----- Records -----

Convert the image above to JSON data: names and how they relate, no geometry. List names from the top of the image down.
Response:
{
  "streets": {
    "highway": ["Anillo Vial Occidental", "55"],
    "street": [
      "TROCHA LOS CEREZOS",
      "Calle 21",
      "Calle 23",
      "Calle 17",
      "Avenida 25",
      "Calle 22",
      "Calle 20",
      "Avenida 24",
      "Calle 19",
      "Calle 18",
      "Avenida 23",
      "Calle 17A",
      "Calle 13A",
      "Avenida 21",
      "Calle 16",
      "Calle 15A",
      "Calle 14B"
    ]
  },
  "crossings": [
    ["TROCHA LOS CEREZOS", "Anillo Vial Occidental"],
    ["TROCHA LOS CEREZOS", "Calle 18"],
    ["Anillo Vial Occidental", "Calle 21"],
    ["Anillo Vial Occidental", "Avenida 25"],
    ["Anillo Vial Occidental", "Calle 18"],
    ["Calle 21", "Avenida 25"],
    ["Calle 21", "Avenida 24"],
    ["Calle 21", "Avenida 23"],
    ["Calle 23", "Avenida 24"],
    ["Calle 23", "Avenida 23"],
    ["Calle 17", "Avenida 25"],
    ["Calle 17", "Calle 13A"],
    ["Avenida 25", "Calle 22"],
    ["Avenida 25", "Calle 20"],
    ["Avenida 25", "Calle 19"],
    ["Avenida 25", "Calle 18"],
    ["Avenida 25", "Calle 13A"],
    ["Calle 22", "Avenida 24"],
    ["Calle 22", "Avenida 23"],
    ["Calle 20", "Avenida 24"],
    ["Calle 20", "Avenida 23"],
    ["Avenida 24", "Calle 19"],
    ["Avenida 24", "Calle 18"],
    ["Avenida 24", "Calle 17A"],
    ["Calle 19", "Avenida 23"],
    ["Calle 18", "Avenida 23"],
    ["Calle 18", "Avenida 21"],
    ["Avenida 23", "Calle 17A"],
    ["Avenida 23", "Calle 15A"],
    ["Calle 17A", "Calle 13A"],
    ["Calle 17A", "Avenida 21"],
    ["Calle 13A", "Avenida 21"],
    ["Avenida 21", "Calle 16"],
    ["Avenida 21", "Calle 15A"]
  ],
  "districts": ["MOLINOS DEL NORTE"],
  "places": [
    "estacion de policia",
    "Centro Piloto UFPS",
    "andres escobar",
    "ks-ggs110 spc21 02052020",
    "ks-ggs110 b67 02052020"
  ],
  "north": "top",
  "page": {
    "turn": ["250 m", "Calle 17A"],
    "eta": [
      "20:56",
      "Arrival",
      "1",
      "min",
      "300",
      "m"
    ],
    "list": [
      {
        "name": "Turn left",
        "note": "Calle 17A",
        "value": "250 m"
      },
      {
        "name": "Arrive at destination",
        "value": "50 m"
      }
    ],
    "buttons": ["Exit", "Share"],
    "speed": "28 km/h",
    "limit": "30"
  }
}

-----

● Activity: Retype the entries precisely as they stand.

● Answer section:
Convert the image above to JSON data: names and how they relate, no geometry. List names from the top of the image down.
Response:
{
  "streets": {
    "highway": ["Anillo Vial Occidental", "55"],
    "street": [
      "TROCHA LOS CEREZOS",
      "Calle 21",
      "Calle 23",
      "Calle 17",
      "Avenida 25",
      "Calle 22",
      "Calle 20",
      "Avenida 24",
      "Calle 19",
      "Calle 18",
      "Avenida 23",
      "Calle 17A",
      "Calle 13A",
      "Avenida 21",
      "Calle 16",
      "Calle 15A",
      "Calle 14B"
    ]
  },
  "crossings": [
    ["TROCHA LOS CEREZOS", "Anillo Vial Occidental"],
    ["TROCHA LOS CEREZOS", "Calle 18"],
    ["Anillo Vial Occidental", "Calle 21"],
    ["Anillo Vial Occidental", "Avenida 25"],
    ["Anillo Vial Occidental", "Calle 18"],
    ["Calle 21", "Avenida 25"],
    ["Calle 21", "Avenida 24"],
    ["Calle 21", "Avenida 23"],
    ["Calle 23", "Avenida 24"],
    ["Calle 23", "Avenida 23"],
    ["Calle 17", "Avenida 25"],
    ["Calle 17", "Calle 13A"],
    ["Avenida 25", "Calle 22"],
    ["Avenida 25", "Calle 20"],
    ["Avenida 25", "Calle 19"],
    ["Avenida 25", "Calle 18"],
    ["Avenida 25", "Calle 13A"],
    ["Calle 22", "Avenida 24"],
    ["Calle 22", "Avenida 23"],
    ["Calle 20", "Avenida 24"],
    ["Calle 20", "Avenida 23"],
    ["Avenida 24", "Calle 19"],
    ["Avenida 24", "Calle 18"],
    ["Avenida 24", "Calle 17A"],
    ["Calle 19", "Avenida 23"],
    ["Calle 18", "Avenida 23"],
    ["Calle 18", "Avenida 21"],
    ["Avenida 23", "Calle 17A"],
    ["Avenida 23", "Calle 15A"],
    ["Calle 17A", "Calle 13A"],
    ["Calle 17A", "Avenida 21"],
    ["Calle 13A", "Avenida 21"],
    ["Avenida 21", "Calle 16"],
    ["Avenida 21", "Calle 15A"]
  ],
  "districts": ["MOLINOS DEL NORTE"],
  "places": [
    "estacion de policia",
    "Centro Piloto UFPS",
    "andres escobar",
    "ks-ggs110 spc21 02052020",
    "ks-ggs110 b67 02052020"
  ],
  "north": "top",
  "page": {
    "turn": ["250 m", "Calle 17A"],
    "eta": [
      "20:56",
      "Arrival",
      "1",
      "min",
      "300",
      "m"
    ],
    "list": [
      {
        "name": "Turn left",
        "note": "Calle 17A",
        "value": "250 m"
      },
      {
        "name": "Arrive at destination",
        "value": "50 m"
      }
    ],
    "buttons": ["Exit", "Share"],
    "speed": "28 km/h",
    "limit": "30"
  }
}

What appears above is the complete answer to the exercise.